* ABOUT THIS TASK
In the entries that follow, how many lines contain "linecap"? Please reply with only the number.

★ ★ ★ ★

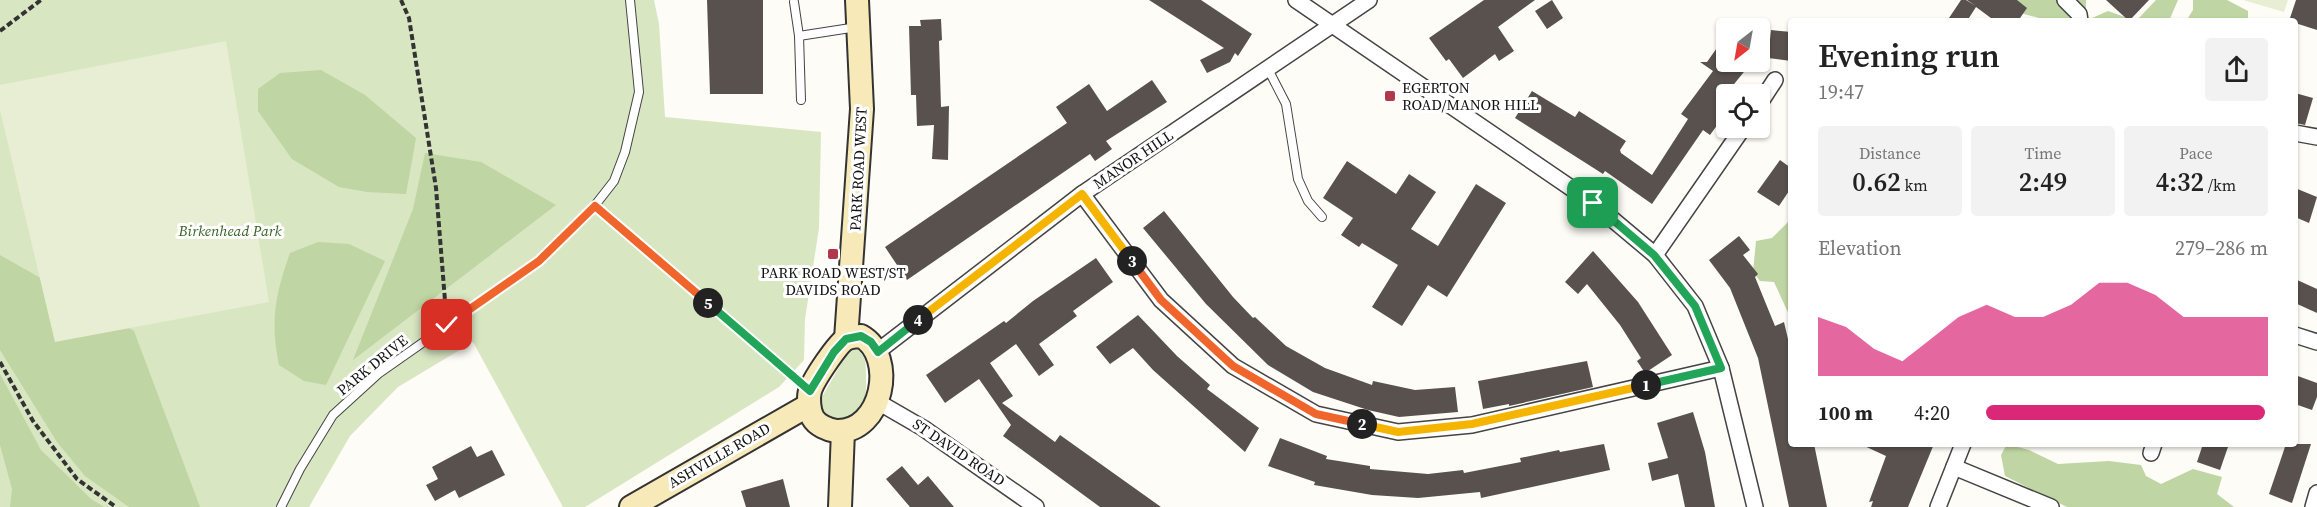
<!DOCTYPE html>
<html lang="en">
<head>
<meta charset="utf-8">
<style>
  body { margin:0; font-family:"Source Serif 4",serif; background:#f2f2f2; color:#222; height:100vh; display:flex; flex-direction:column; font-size:22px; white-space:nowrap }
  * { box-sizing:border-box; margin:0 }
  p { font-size:20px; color:#767676 }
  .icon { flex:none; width:33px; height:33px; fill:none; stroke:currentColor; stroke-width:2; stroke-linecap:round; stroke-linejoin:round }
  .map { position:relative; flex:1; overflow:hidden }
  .details { position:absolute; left:1788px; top:18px; width:510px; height:429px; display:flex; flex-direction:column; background:#fff; border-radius:6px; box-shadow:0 2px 4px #0004 }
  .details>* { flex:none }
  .needle { width:39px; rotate:211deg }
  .tools { position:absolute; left:1716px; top:18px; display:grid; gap:12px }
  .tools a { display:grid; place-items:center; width:54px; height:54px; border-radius:6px; background:#fff; box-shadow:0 2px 4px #0004; font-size:30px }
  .pin { position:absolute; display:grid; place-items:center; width:51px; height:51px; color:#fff; margin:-26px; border-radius:12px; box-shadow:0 3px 9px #0006 }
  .km { position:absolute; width:30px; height:30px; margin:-15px; border-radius:50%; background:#222; color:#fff; font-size:16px; line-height:30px; text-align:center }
  .round { display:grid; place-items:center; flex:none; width:63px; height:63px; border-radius:6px; background:#f2f2f2 }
  .overview { display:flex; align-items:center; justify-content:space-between; height:102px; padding:0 30px }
  h1 { font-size:33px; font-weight:600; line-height:45px }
  .stats { display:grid; grid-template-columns:repeat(3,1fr); gap:9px; height:102px; padding:6px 30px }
  .stats div { display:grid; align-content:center; border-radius:6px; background:#f2f2f2; text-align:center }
  .stats b { font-size:26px; font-weight:600 }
  .stats small { font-size:16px; font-weight:400 }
  .stats p { font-size:16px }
  .chart { height:168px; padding:12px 30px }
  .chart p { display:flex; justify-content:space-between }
  .chart svg { width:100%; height:108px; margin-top:6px; fill:#db2777; opacity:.7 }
  ul { padding:0 30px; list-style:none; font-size:20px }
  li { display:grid; grid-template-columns:96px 72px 1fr; align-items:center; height:45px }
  li i { height:15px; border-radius:8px; background:#db2777 }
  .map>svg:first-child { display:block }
  .green { fill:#d9e6c2 }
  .forest { fill:#bfd5a3 }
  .pitch { fill:#e8eed3 }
  .building { fill:#59514e }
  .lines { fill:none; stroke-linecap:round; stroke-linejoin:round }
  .lane-casing { stroke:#444; stroke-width:10 }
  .street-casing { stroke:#444; stroke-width:18 }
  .secondary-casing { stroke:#333; stroke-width:26 }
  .path { stroke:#333; stroke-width:4; stroke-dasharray:6 3; stroke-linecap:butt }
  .lane { stroke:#fff; stroke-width:8 }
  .street { stroke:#fff; stroke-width:15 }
  .secondary { stroke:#f7e9b8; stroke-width:22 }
  .split-1-casing { stroke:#fff; stroke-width:12 }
  .split-2-casing { stroke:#fff; stroke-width:12 }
  .split-3-casing { stroke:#fff; stroke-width:12 }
  .split-4-casing { stroke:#fff; stroke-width:12 }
  .split-5-casing { stroke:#fff; stroke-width:12 }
  .split-6-casing { stroke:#fff; stroke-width:12 }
  .split-1 { stroke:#22a559; stroke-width:8 }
  .split-2 { stroke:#f5b400; stroke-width:8 }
  .split-3 { stroke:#f0652b; stroke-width:8 }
  .split-4 { stroke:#f5b400; stroke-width:8 }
  .split-5 { stroke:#22a559; stroke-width:8 }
  .split-6 { stroke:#f0652b; stroke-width:8 }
  .poi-dot { fill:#b3374a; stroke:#fff; stroke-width:2 }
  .labels { text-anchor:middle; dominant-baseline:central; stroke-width:6; stroke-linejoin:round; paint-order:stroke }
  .poi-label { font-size:15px; fill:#111; stroke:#fff; text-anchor:start }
  .street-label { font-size:15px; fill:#111; stroke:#fff }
  .park-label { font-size:15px; font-style:italic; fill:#3a6327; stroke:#fff }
</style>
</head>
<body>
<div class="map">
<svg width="2317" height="507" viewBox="0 0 2317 507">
  <rect width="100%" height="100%" fill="#fefcf6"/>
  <g class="green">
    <polygon points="0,0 654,0 659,24 665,117 821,132 819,228 805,319 804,360 779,387 585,507 563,507 473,342 398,387 350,436 309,507 0,507"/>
    <path d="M857,349C866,358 866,361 866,374C866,399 868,406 843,420C829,418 819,415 822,397L849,350Z"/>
  </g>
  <g class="forest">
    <polygon points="2007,0 2086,0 2086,21 2040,21 2039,18 2013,11"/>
    <polygon points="2156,0 2178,0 2169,21 2092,21 2092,18 2108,11 2136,21"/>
    <polygon points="2193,0 2227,0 2248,11 2248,21 2186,21 2193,10"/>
    <polygon points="321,70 365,95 416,138 406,194 367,192 339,187 292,159 258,111 258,89 280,73"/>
    <polygon points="425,153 481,162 556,205 353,360 413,209"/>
    <polygon points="1788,222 1791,223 1791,319 1774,282 1760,281 1753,272 1756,241 1772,238"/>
    <path d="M318,242L349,244L385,261L326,385L304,381L279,365C270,321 275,295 290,253Z"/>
    <polygon points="0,255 134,331 200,507 129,507 85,476 57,442 0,350"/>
    <polygon points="0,374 41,450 91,499 104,507 10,507 12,489 0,445"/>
    <polygon points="2007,444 2029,450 2058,464 2109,461 2141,465 2146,476 2161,484 2193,469 2222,477 2217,494 2234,507 2067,507 2005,476 2001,455"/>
  </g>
  <g class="pitch">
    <polygon points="2243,0 2288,0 2284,12"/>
    <polygon points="226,41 269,302 55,342 0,110 0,85"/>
  </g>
  <g class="building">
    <polygon points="707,0 763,0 763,94 710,94"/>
    <polygon points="1149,0 1201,0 1252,34 1238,56 1235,53 1230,62 1207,73 1200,60 1224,48"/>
    <polygon points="1484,0 1535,0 1498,27 1514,51 1499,61 1495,54 1463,78 1449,59 1446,61 1429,38"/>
    <polygon points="1552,0 1563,18 1547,29 1535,11"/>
    <polygon points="1961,0 1966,0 1976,6 1967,0 2017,0 2027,8 2018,21 1995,21 1976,7 1967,21 1947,21"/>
    <polygon points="2106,0 2149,0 2129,21"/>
    <polygon points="2296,0 2317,0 2317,30 2289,21"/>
    <polygon points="941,19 942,40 939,41 941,107 949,106 948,160 932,159 934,125 917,126 916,95 911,95 909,26 921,26 920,20"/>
    <polygon points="1771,30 1791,32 1791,61 1768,58"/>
    <polygon points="1726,35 1726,62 1752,62 1726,94 1726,113 1710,135 1703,130 1652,204 1605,171 1603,174 1515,118 1532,91 1575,117 1579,111 1626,141 1620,150 1621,153 1652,175 1688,119 1681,114 1713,71 1700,62 1707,62"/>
    <polygon points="1152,80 1167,102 1106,141 1112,149 1095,161 1090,154 907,280 885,247 1067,123 1056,107 1089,84 1107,111"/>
    <polygon points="2295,93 2313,98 2305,125 2295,123"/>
    <polygon points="1780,160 1791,168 1791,188 1779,206 1757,192"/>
    <polygon points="1347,161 1396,194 1409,174 1436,192 1411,229 1438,246 1476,184 1506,203 1447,297 1428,285 1402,326 1372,307 1398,265 1362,243 1359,247 1341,235 1353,218 1323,198"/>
    <polygon points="2295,188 2317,197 2309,223 2295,217"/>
    <polygon points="1164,211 1233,297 1253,318 1255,317 1286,346 1325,368 1372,385 1373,381 1415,390 1455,387 1458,412 1399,417 1368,410 1313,392 1268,365 1206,304 1143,228"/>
    <polygon points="1739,236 1750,250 1743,255 1758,274 1755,277 1775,326 1784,322 1791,352 1791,444 1814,444 1827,507 1789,507 1758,358 1730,288 1709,260"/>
    <polygon points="1593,251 1638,302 1672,355 1645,373 1637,361 1641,358 1620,325 1587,284 1578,294 1565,282"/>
    <polygon points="1096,258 1113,282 1073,311 1077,316 1039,344 1054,365 1039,376 1016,344 990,363 1013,396 1002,403 1055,442 1060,435 1161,507 1100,507 1003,436 1011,425 979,379 945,403 926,375 1004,321 1006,323 1033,301"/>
    <polygon points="2295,279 2317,289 2317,313 2295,303"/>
    <polygon points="1138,315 1177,356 1210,385 1207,389 1259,428 1245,452 1153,370 1133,348 1110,364 1096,347"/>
    <polygon points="1587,361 1593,387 1509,406 1509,404 1483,409 1478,381"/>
    <polygon points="2295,375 2317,383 2317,397 2312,410 2295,404"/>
    <polygon points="1693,412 1705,452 1715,507 1685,507 1678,474 1652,481 1648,463 1668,458 1657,423"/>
    <polygon points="1280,438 1327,456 1326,459 1370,466 1370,469 1428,474 1463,470 1464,473 1521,462 1520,458 1559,450 1560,452 1604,444 1610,470 1481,498 1480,492 1418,498 1372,495 1314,485 1315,482 1268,466"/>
    <polygon points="1860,444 1934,444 1908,507 1871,507 1873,501 1869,502 1886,456"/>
    <polygon points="2203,444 2229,444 2220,470 2197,462"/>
    <polygon points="2286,444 2311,444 2292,503 2269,494"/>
    <polygon points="471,446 477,457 492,450 505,475 459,498 455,490 435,501 426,485 438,479 432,467"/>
    <polygon points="902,466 918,485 928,476 954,507 910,507 886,479"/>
    <polygon points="783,479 790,507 746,507 741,491"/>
  </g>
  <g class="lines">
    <defs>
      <g id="lane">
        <polyline points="794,2 799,36"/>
        <polyline points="1268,69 1286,104 1298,179 1308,201 1322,217"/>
        <polyline points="801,100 799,36 857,27"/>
        <polyline points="281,507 300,469 333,415 378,374 539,261 589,213 614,181 625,152 639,92 630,0"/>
      </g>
      <g id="street">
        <polyline points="1296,0 1593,203 1655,255 1695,306 1721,368 1755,507"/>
        <polyline points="2065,0 2079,14 2080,21"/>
        <polyline points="1760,103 1775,80"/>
        <polyline points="2295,133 2317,137"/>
        <polyline points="1082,194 1161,300 1233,366 1316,414 1398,432 1472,425 1721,368"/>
        <polyline points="1655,255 1743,128"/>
        <polyline points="2295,335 2317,342"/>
        <polyline points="877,352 1082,194 1369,0"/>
        <polyline points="878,402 923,428 1036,507"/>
        <polyline points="2151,453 2154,444"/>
        <polyline points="1954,467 2051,507"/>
        <polyline points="1938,507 1963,444"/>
        <polyline points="2313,507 2317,493"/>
      </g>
      <g id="secondary">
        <path d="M861,336C897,356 883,433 836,431C828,430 817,425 813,418C809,411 808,398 810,391C813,380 838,343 847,338C851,337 857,336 861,336Z"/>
        <polyline points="846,339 862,109 857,0"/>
        <polyline points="631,507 809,405"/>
        <polyline points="840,507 843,431"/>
      </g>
    </defs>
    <use href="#lane" class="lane-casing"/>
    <use href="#street" class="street-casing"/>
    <use href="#secondary" class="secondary-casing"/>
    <g class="path">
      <polyline points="401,0 409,18 436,188 446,313"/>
      <polyline points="0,31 41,0"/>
      <polyline points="604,213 796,379"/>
      <polyline points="0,362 33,421 77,479 116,507"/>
    </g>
    <use href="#lane" class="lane"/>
    <use href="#street" class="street"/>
    <use href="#secondary" class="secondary"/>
  </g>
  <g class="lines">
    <defs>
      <polyline id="split-1" points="1593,203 1654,255 1695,306 1721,368 1646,385"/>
      <polyline id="split-2" points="1362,424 1398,432 1472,424 1646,385"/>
      <polyline id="split-3" points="1132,261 1161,300 1233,366 1316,414 1362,424"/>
      <polyline id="split-4" points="918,320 1082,194 1132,261"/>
      <polyline id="split-5" points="708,303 810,391 834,352 846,339 861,336 871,342 878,352 918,320"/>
      <polyline id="split-6" points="447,325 539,261 595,206 708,303"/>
    </defs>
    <use href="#split-1" class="split-1-casing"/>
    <use href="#split-2" class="split-2-casing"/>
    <use href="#split-3" class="split-3-casing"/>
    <use href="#split-4" class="split-4-casing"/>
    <use href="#split-5" class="split-5-casing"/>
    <use href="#split-6" class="split-6-casing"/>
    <use href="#split-1" class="split-1"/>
    <use href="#split-2" class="split-2"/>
    <use href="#split-3" class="split-3"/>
    <use href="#split-4" class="split-4"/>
    <use href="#split-5" class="split-5"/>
    <use href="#split-6" class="split-6"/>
  </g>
  <g class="poi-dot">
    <rect x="1384" y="90" width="12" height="12" rx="3"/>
    <rect x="827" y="248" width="12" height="12" rx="3"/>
  </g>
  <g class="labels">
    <g class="poi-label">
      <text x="1402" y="87">EGERTON<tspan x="1402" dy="17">ROAD/MANOR HILL</tspan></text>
      <text x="833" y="272" text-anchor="middle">PARK ROAD WEST/ST<tspan x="833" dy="17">DAVIDS ROAD</tspan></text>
    </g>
    <g class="street-label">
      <text transform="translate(1133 159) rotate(-34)">MANOR HILL</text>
      <text transform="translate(858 169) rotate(-87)">PARK ROAD WEST</text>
      <text transform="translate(372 365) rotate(-39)">PARK DRIVE</text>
      <text transform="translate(959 452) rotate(34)">ST DAVID ROAD</text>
      <text transform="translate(719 455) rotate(-30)">ASHVILLE ROAD</text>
    </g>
    <g class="park-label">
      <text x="230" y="230">Birkenhead Park</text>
    </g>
  </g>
</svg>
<div class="tools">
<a><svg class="needle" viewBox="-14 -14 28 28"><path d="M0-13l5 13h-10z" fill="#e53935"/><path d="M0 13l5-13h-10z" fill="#767676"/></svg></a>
<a><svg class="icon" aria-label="locate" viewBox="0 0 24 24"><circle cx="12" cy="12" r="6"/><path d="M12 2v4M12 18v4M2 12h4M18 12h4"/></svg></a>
</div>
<div class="pin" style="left:1593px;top:203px;background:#1e9e55"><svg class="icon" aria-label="arrive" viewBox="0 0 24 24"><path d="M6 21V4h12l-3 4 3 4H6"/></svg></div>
<div class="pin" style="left:447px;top:325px;background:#d93025"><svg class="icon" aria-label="check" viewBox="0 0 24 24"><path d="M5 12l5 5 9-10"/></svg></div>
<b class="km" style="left:1646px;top:385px">1</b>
<b class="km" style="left:1362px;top:424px">2</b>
<b class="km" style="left:1132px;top:261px">3</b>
<b class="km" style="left:918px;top:320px">4</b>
<b class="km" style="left:708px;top:303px">5</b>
<section class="details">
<div class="overview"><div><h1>Evening run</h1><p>19:47</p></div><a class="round"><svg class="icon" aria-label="share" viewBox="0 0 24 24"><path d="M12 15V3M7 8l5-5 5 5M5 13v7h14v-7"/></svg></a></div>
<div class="stats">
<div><p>Distance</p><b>0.62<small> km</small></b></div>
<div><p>Time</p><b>2:49</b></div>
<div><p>Pace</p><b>4:32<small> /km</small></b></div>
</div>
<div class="chart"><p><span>Elevation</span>279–286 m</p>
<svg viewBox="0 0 160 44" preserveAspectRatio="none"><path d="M0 44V20L10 24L20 33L30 38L40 29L50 20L60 15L70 20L80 20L90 15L100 6L110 6L120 11L130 20L140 20L150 20L160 20V44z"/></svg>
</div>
<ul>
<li><b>100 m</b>4:20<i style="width:99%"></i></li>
</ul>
</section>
</div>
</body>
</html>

★ ★ ★ ★

* YOUR SOLUTION
3